Note that $W$ is $m$ vectors of $n$ dimensions each, and also can be seen as $n$ vectors of $m$ dimensions each. As such, we can index into $W$, as $W_{i,:}$, to refer to the $i^{\text{th}}$ $n$-dimensional vector, or as $W_{:,i}$ to refer to the $i^\text{th}$ $m$-dimensional vector. As such, I could for example compute a dot product $W_{i,:}^\top W_{j,:}$ between two $n$-dimensional vectors. I could also index into $W$ as $W_{ij}$ to refer to the scalar value there.
Let $\mathbf{a}$ be a vector in $\mathbb{R}^n$. In a matrix-vector product, we have
$$ \begin{align} (W\mathbf{a})_i &= W_{i,:}^\top \mathbf{a} \\ &\quad \forall i \in \{1, \dots, m\} \end{align} $$Note here that I have parentheses around $W\mathbf{a}$ to clarify that the index $i$ indexes into the result of the matrix-vector product. Matrix-vector products (and thus matrix-matrix products) are a bunch of dot products.
A matrix-matrix product between $W\in\mathbb{R}^{m\times n}$ and $G\in\mathbb{R}^{n\times d}$ is a matrix in $\mathbb{R}^{m\times d}$. This matrix-matrix product is possible because the dimension ``in the middle'' is the same, $n$. The remaining dimensions, you'll notice, are the first dimensionality of $W$ ($m$) and the second dimensionality of $G$ ($d$). We have
$$ \begin{align} (WG)_{ik} &= W_{i,:}^\top G_{:,k} \\ &\quad i\in \{1,\dots, m\} \\ &\quad k\in\{1,\dots, d\} \end{align} $$Two vectors $\mathbf{u}$ and $\mathbf{v}$ in the same dimensionality $\mathbb{R}^d$ are said to be orthogonal if
$$ \mathbf{u}^\top \mathbf{v} = 0. $$We sometimes denote this as $\mathbf{u}\perp \mathbf{v}$.

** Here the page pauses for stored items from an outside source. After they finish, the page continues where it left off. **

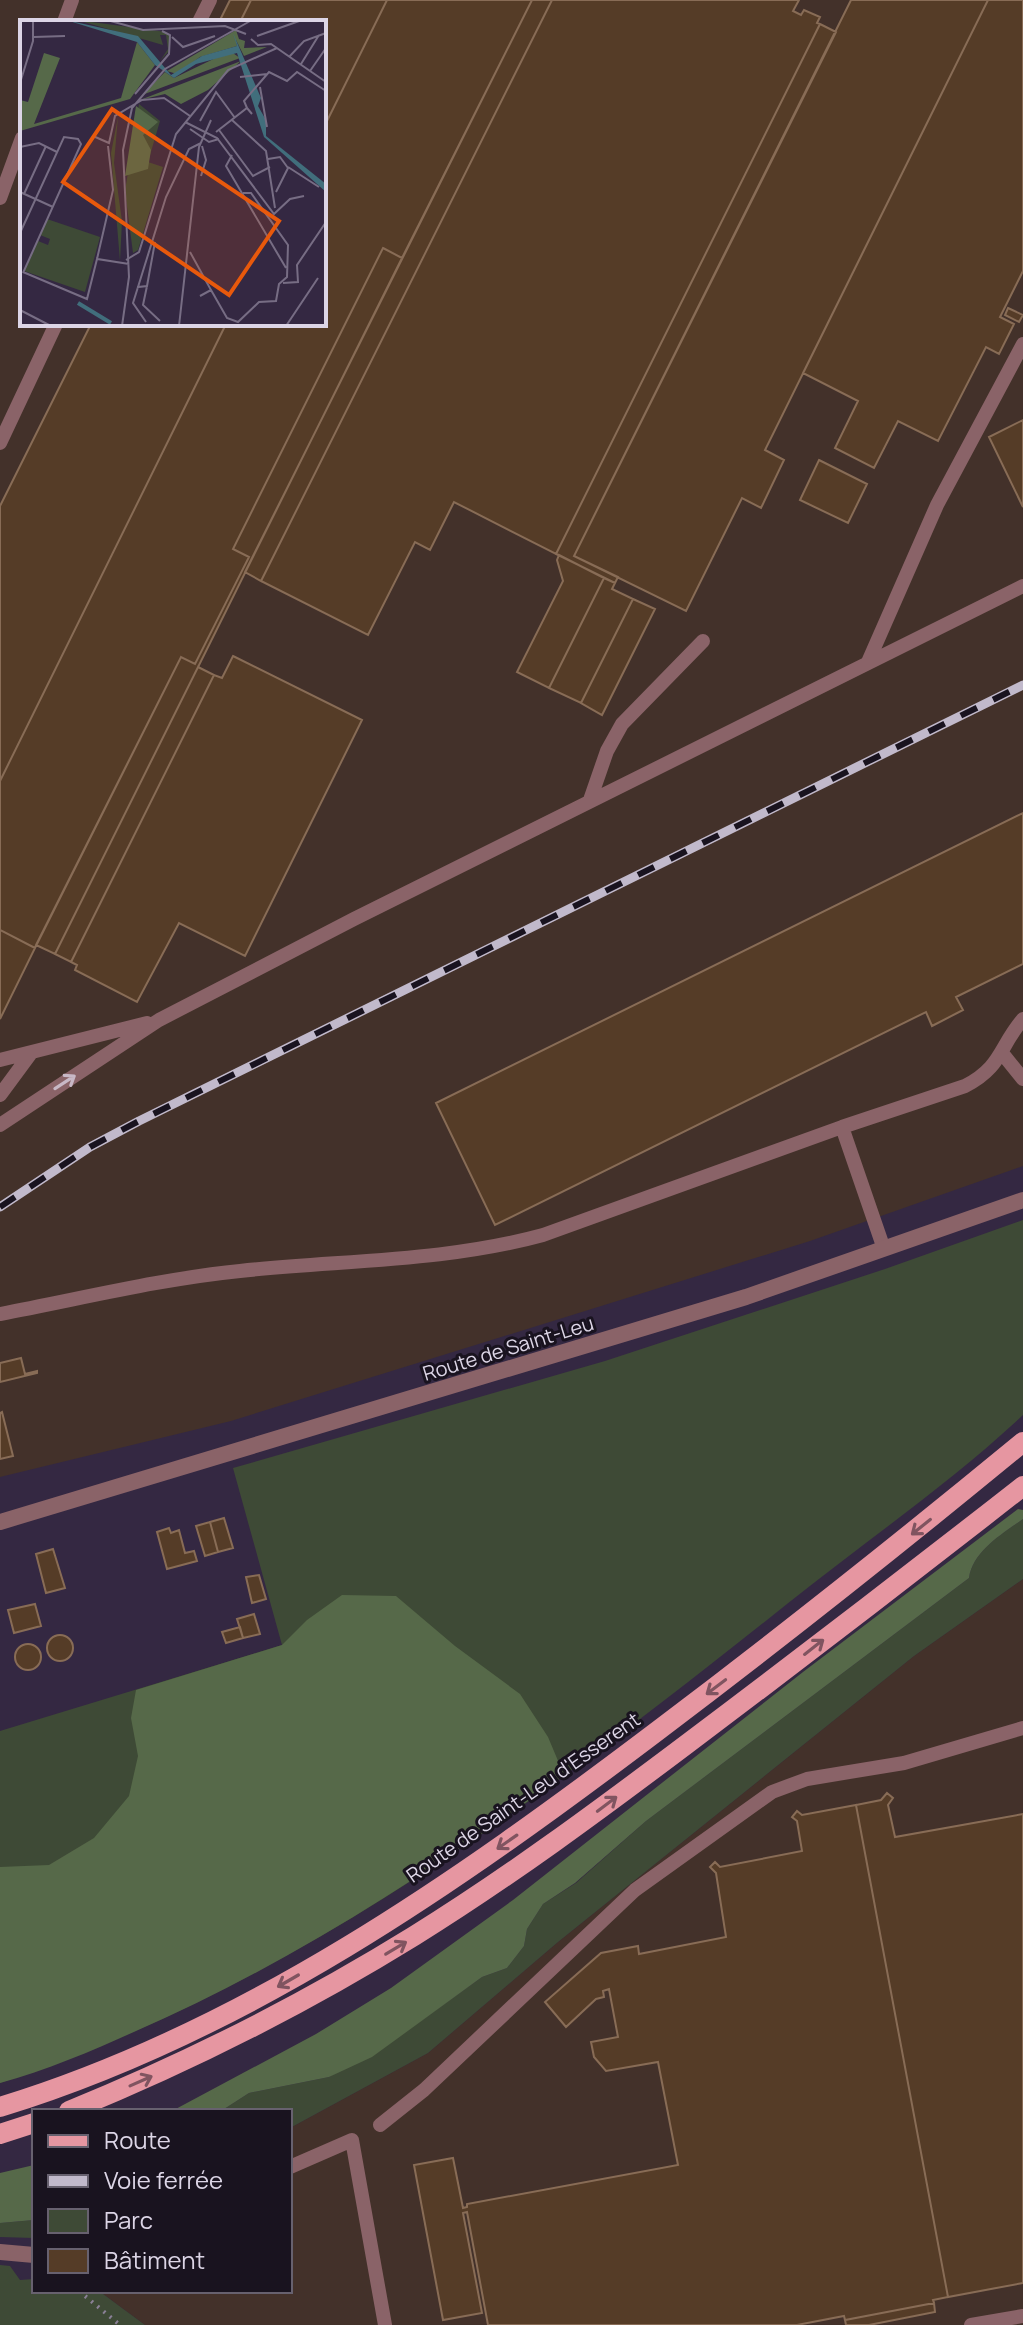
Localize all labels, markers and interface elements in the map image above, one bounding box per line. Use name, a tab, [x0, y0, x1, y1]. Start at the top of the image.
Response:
inset map	[20, 20, 326, 326]
one-way arrow	[54, 1074, 76, 1090]
street label: Route de Saint-Leu	[419, 1309, 597, 1387]
one-way arrow	[911, 1518, 932, 1535]
one-way arrow	[803, 1639, 824, 1656]
one-way arrow	[706, 1678, 727, 1695]
street label: Route de Saint-Leu d'Esserent	[401, 1706, 645, 1888]
one-way arrow	[596, 1796, 617, 1813]
one-way arrow	[497, 1834, 519, 1850]
one-way arrow	[384, 1939, 407, 1955]
one-way arrow	[276, 1974, 300, 1989]
one-way arrow	[128, 2073, 153, 2088]
legend	[32, 2109, 292, 2293]
text: Route	[104, 2123, 171, 2156]
text: Voie ferrée	[104, 2163, 223, 2196]
text: Parc	[104, 2203, 153, 2236]
text: Bâtiment	[104, 2243, 205, 2276]

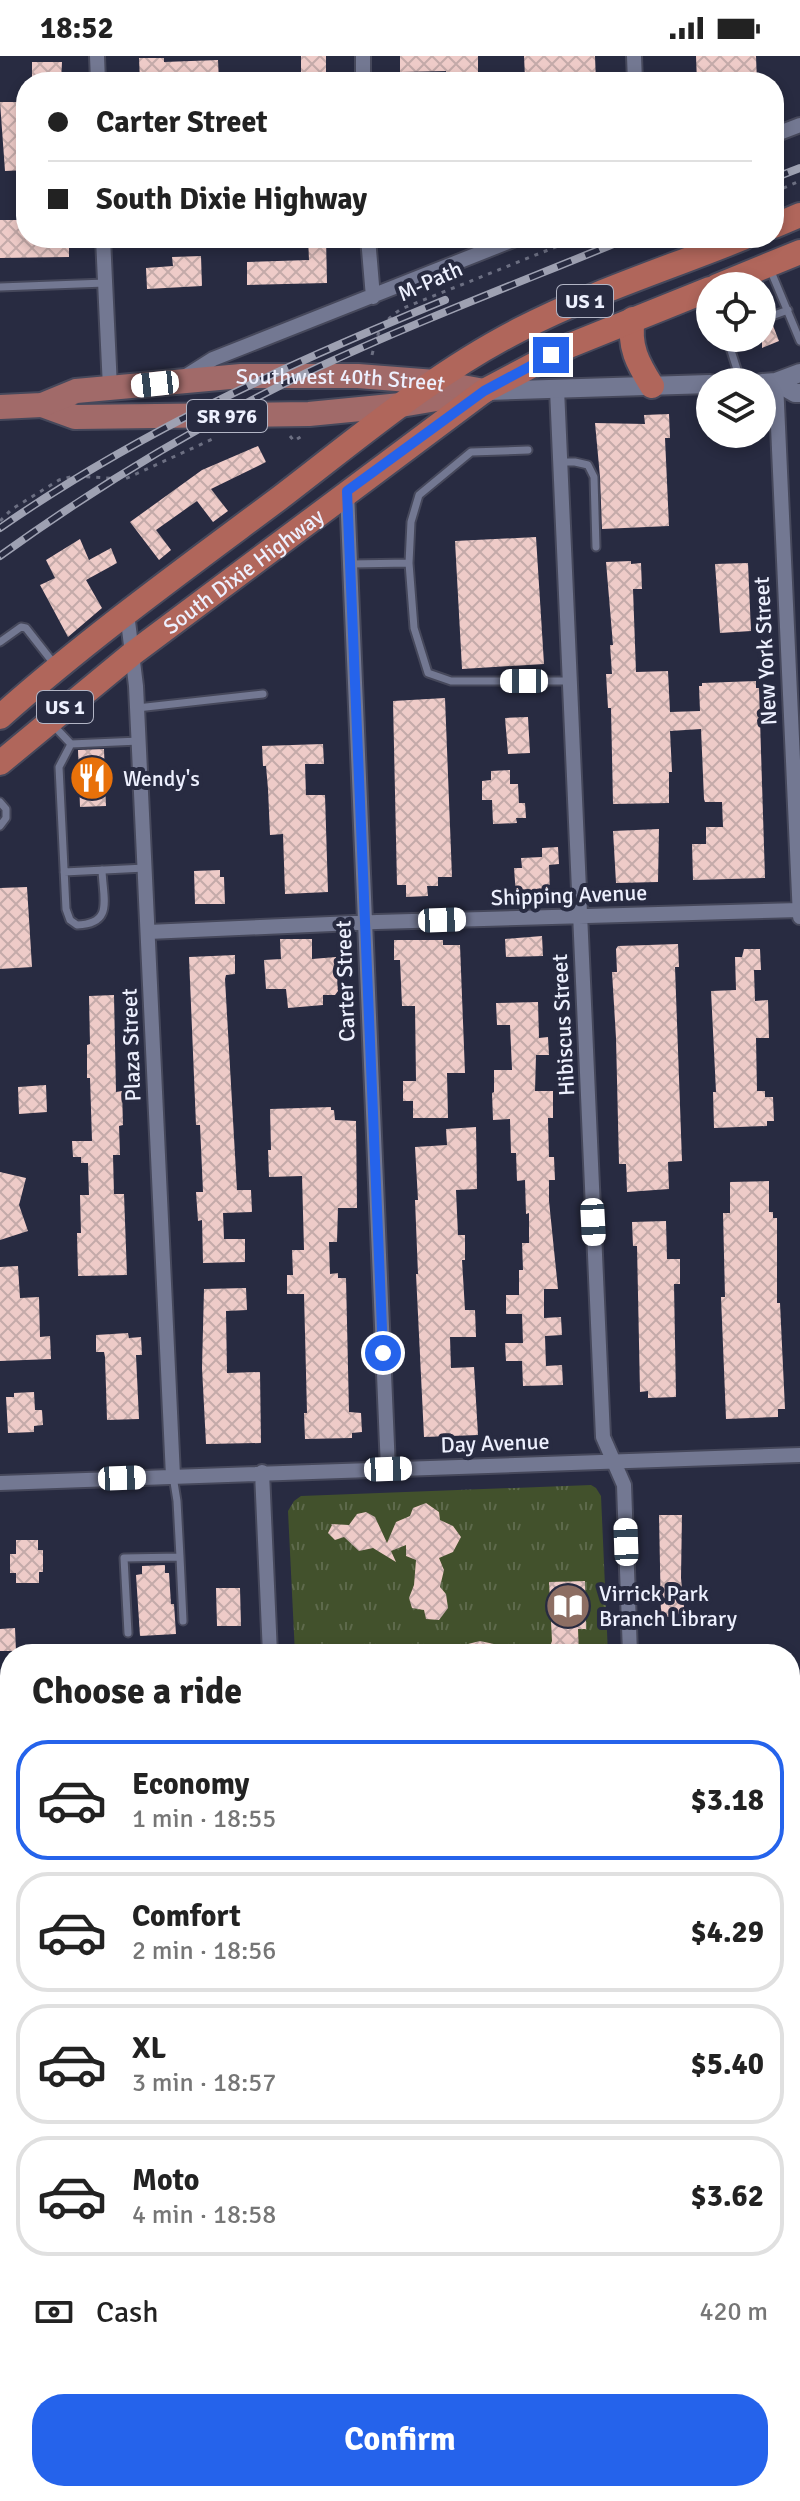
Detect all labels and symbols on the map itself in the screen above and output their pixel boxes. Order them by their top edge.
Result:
street label: M-Path [393,255,467,307]
road number: US 1 [557,285,613,317]
route end [533,337,569,373]
street label: Southwest 40th Street [236,363,448,397]
car [130,370,180,398]
road number: SR 976 [187,400,267,432]
street label: South Dixie Highway [158,502,329,640]
street label: New York Street [748,576,782,726]
car [500,669,548,693]
road number: US 1 [37,691,93,723]
restaurant icon: Wendy's [68,754,116,802]
place label: Wendy's [123,765,200,792]
street label: Shipping Avenue [490,879,648,911]
car [418,907,466,933]
street label: Carter Street [329,919,361,1042]
street label: Hibiscus Street [546,953,580,1097]
street label: Plaza Street [116,988,146,1102]
car [580,1197,606,1247]
route start [365,1335,401,1371]
street label: Day Avenue [440,1428,550,1458]
car [364,1456,412,1482]
car [98,1465,146,1491]
car [613,1518,639,1566]
place label: Virrick Park Branch Library [599,1580,738,1632]
library icon: Virrick Park Branch Library [544,1582,592,1630]

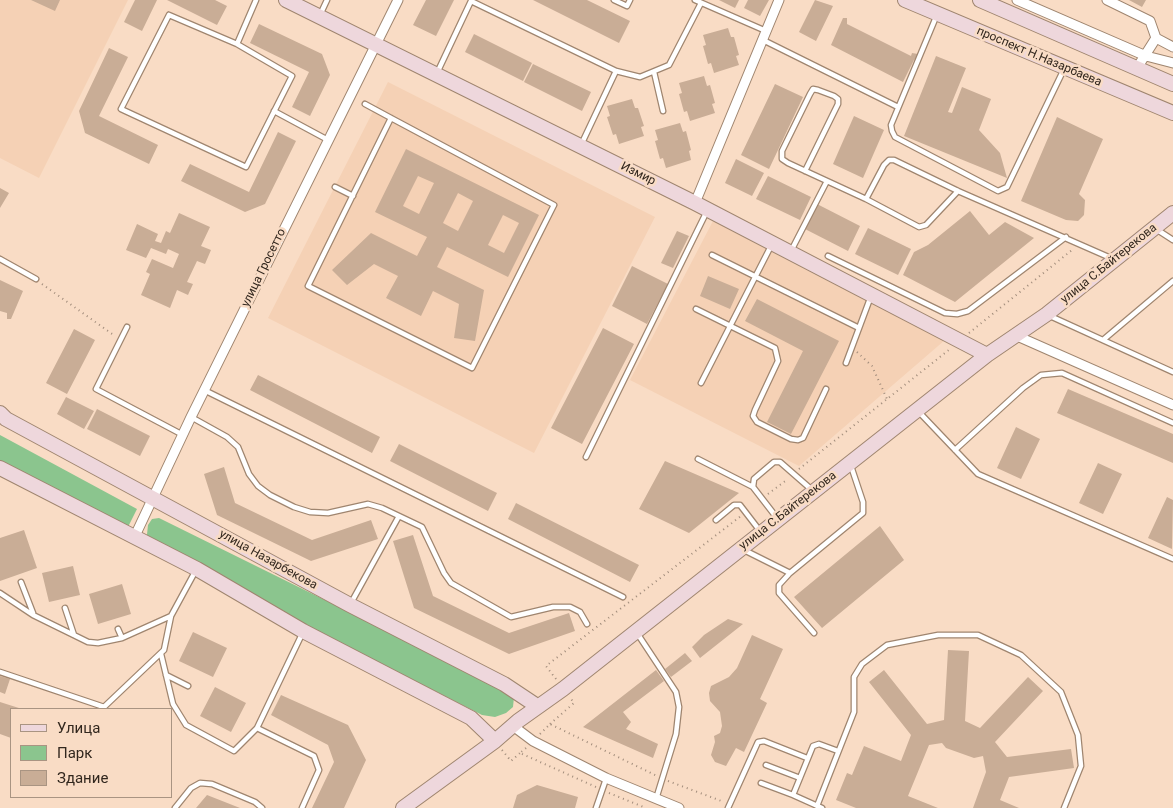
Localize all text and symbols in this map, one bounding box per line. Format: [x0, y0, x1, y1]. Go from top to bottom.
street label: проспект Н.Назарбаева [974, 24, 1104, 90]
street label: Измир [618, 159, 658, 189]
street label: улица С.Байтерекова [1058, 221, 1160, 307]
street label: улица Гросетто [239, 226, 289, 310]
street label: улица С.Байтерекова [737, 469, 839, 553]
street label: улица Назарбекова [216, 527, 320, 593]
legend [10, 708, 172, 798]
text: Улица [57, 719, 100, 737]
text: Парк [57, 744, 92, 762]
text: Здание [57, 769, 108, 787]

The $L_2$ norm of a vector $\mathbf{v}\in\mathbb{R}^d$ is
$$ \|\mathbf{v}\|_2 = \sqrt{\sum_{i=1}^{d} v_i^2} $$We'll also often just call this the ``norm'' of the vector, without specifying $L_2$. There are, however, many other norms, for example, the $L_1$ norm,
$$ \|\mathbf{v}\|_1 = \sum_{i=1}^{d} |v_i|. $$Another fun one is the infinity norm,
$$ \|\mathbf{v}\|_\infty = \max_{i=1}^{d} |v_i|. $$There are some fine matrix norms as well; one is the Frobenius norm, which is like $L_2$. For $W\in\mathbb{R}^{m\times n}$, we have
$$ \|W\|_F = \sqrt{\sum_{i,j} W_{ij}^2} $$The outer product $\mathbf{u}\mathbf{v}^\top$ between two vectors $\mathbf{u}\in\mathbb{R}^{m}$ and $\mathbf{v}\in\mathbb{R}^{n}$ is the matrix
$$ (\mathbf{u}\mathbf{v}^\top)_{ij} = u_i v_j $$Note that $\mathbf{u}\mathbf{v}^\top$ is in $\mathbb{R}^{m\times n}$. This is an interesting matrix. You can think of it as $n$ copies of the vector $\mathbf{u}$ stacked together, each one weighted by some scalar $v_j$. You can also think of it as $m$ copies of the vector $\mathbf{v}$ stacked together, each weighted by some scalar $u_i$. But what's best about this matrix, and the notation we've used for it, is the transparent semantics. It looks like $\mathbf{u}\mathbf{v}^\top$, and you can treat it as such in a matrix-vector product. Consider:
$$ (\mathbf{u}\mathbf{v}^\top)\mathbf{v} = \mathbf{u}(\mathbf{v}^\top \mathbf{v}) = \mathbf{u}\|\mathbf{v}\|_2^2 $$So, here I'm just multiplying the vector $\mathbf{u}$ with the scalar $\|\mathbf{v}\|_2^2$, that is, the squared norm of $\mathbf{v}$. This transparent semantics is nice in the sense that this matrix intuitively maps the extent of $\mathbf{v}$-ness of a vector $\mathbf{w}$ (through the dot product $\mathbf{v}^\top \mathbf{w}$) to a resulting amount of $\mathbf{u}$-ness. Put another way, it takes the extent to which a vector $\mathbf{w}$ aligned with $\mathbf{v}$ and makes the resulting vector align with $\mathbf{u}$ to the same amount. Also note that if $\mathbf{w}\perp \mathbf{v}$, then we have
$$ (\mathbf{u}\mathbf{v}^\top)\mathbf{w} = \mathbf{u}(\mathbf{v}^\top \mathbf{w}) = \mathbf{u} \times 0 = \mathbf{0} $$A vector $\mathbf{u}$ is linearly dependent on a set of vectors $\{\mathbf{v}_1,\dots, \mathbf{v}_m\}$, all in $\mathbb{R}^d$, if there exist scalars $c_1,\dots, c_m$ such that
$$ \mathbf{u} = \sum_{i=1}^{m} c_i\mathbf{v}_i $$The vector $\mathbf{u}$ is said to be linearly independent from that set if no such scalars exist. One way to put it is that the set $\{\mathbf{v}_1,\dots,\mathbf{v}_m\}$ are like ingredients in an additive soup, or building blocks, and linear independence states that it's impossible to construct $\mathbf{u}$ from any possible additive combination of those building blocks or soup ingredients.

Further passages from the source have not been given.